'98 Yanks bounce back, take Game Two over '51 Bombers

Torre's team rips Sain (and three of rain)
Pauly's grand slam leads 13-7 rout
Irabu bedazzles!
Series tied 1-1!
Next up: Allie Reynolds v. Dave Wells
SUPERCHIEF v BOOMER

Tuesday, August 19, 2008

Yanksclusive: Redsock Scouting Report on Pavano

Carl Pavano, the Pride of the DL, could be back this weekend.


Sadly, Big Pavi has a $10 million arm and a $1.39 glute. In 2006 he was sidelined by a painful, debiliating buttock injury, which later metastasized into soft-tissue ailments.

Opposing teams know that, to beat Pavano, they must get him to restrain his buttocks. If they can do that, their bats can feast on the Yank bullpen's soft underbelly.


At considerable expense and physical danger, IT IS HIGH has obtained a secret Redsock scouting report, outlining the strategy when Pavano pitches.

As you can see, the team has a clear target in mind.


According to the Redsock scouts, Pavano's problems stem from spring training 2006, when they guided him into a special seat.




After reporting the injury, Carl was airlifted to the Jennifer Lopez Buttocks Clinic in Ashtabula, Ohio. Some claim to see the face of Hank Steinbrenner in Carl's x-rays.


This year, the Yankees apparently want to take no chances. Rather than walk in from right field, Carl will be shuttled in from the bullpen.


And between innings, he'll be kept safe, strapped in with an airbag.

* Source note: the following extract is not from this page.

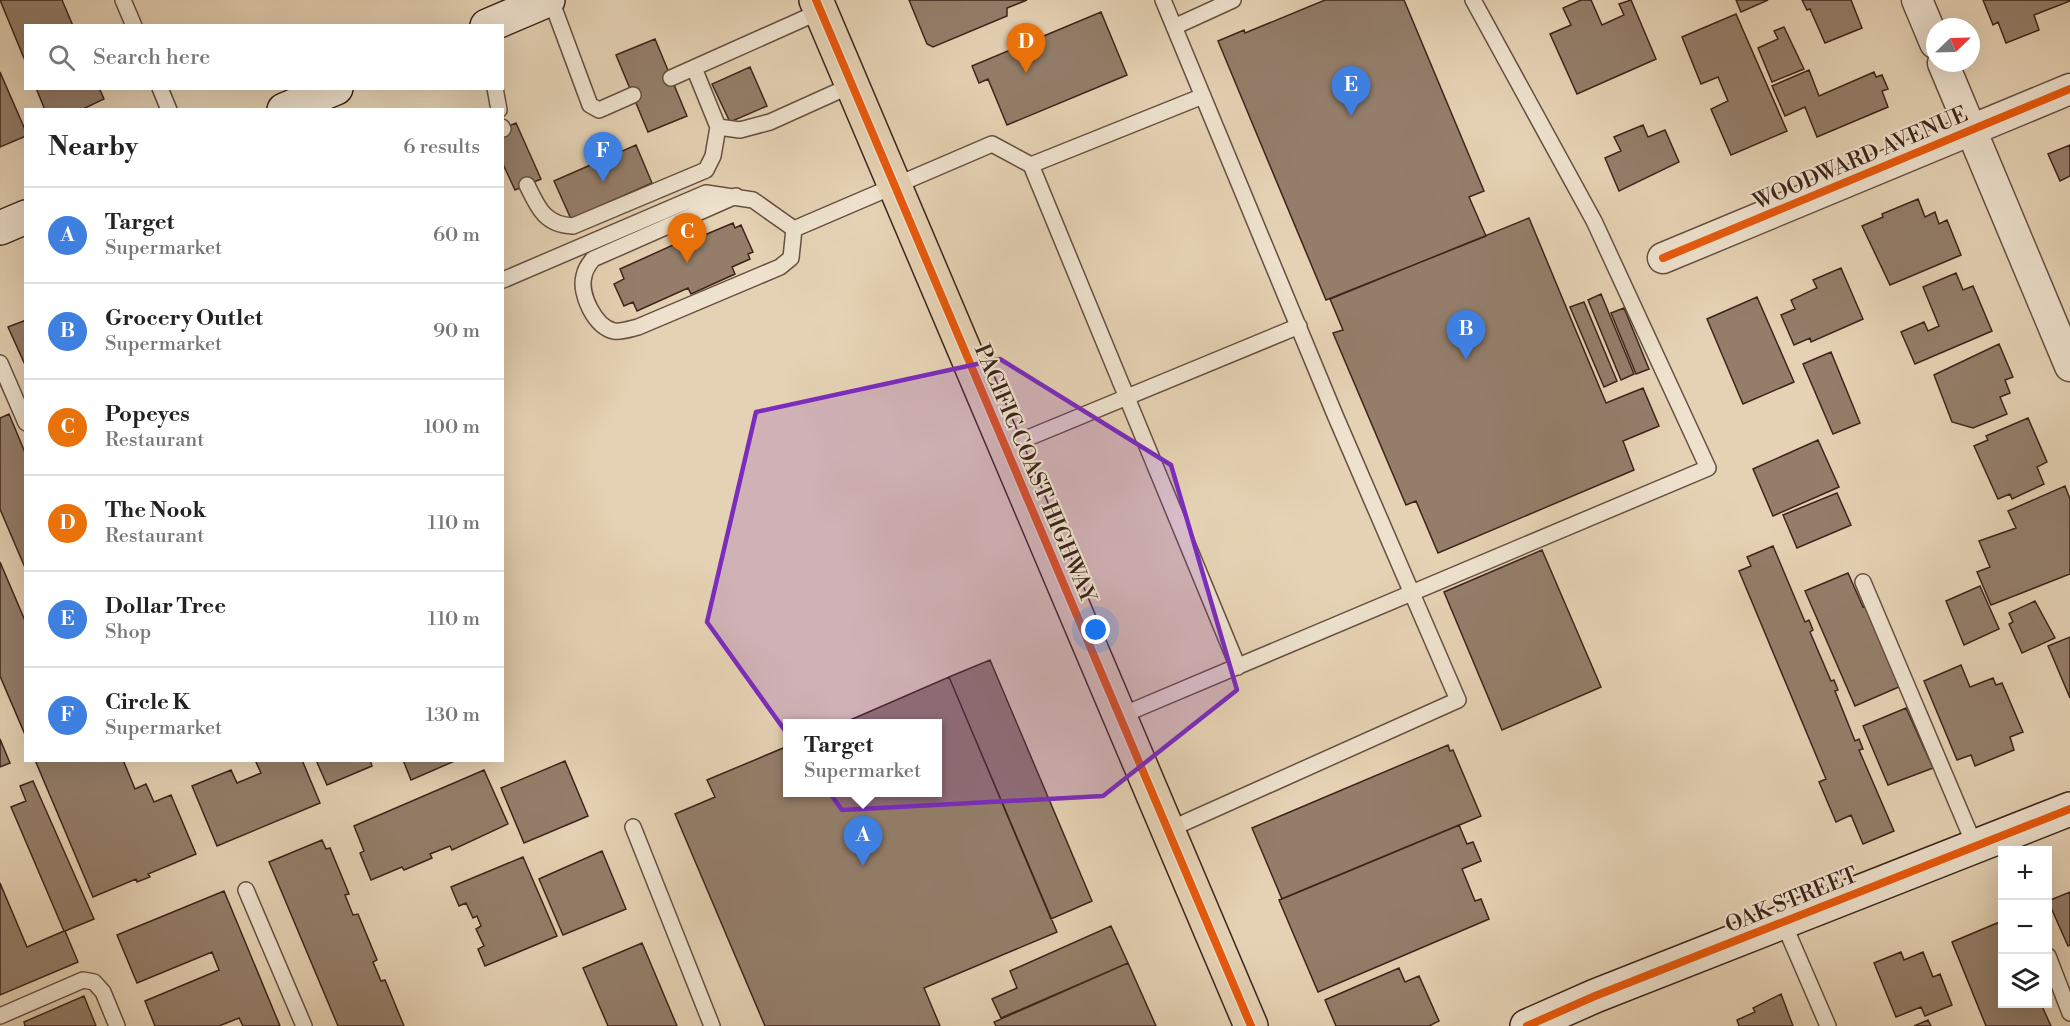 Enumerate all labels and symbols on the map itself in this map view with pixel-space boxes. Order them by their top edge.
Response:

Yes, and as a final note, let's acknowledge the obvious: This humiliating and torment-filled season has, at last, boiled down to the final degradation.
Butt jokes.

Some folks think it's easy being Yank fans. They don't understand.

They. Don't. Understand.

4 comments:

Anonymous said...

I wouldn't know what it's like being a Yankees fan cause my knuckles have never dragged on the ground !

Anonymous said...

Aw, how cute! A fan of another team lurking anonymously. Hey there, little fella, ya want some luxury tax this off-season?

To quote former avid Yankees fan Redd Foxx (unconfirmed): "How'd you like my knuckles dragged across your lips!?"

And yes, it appears I'm going to drive 4 hours to Baltimore Saturday in order to see Pavano one more time. Journey's "Don't Stop Believing" will be playing the whole time, because it just fits too perfectly.

Anonymous said...

Fuck Carl Pavano in his wop, guinea ass!

Anonymous said...

As an Italian, calling Pavano those names offends me...on the grounds that you are associating Pavano with the Italians.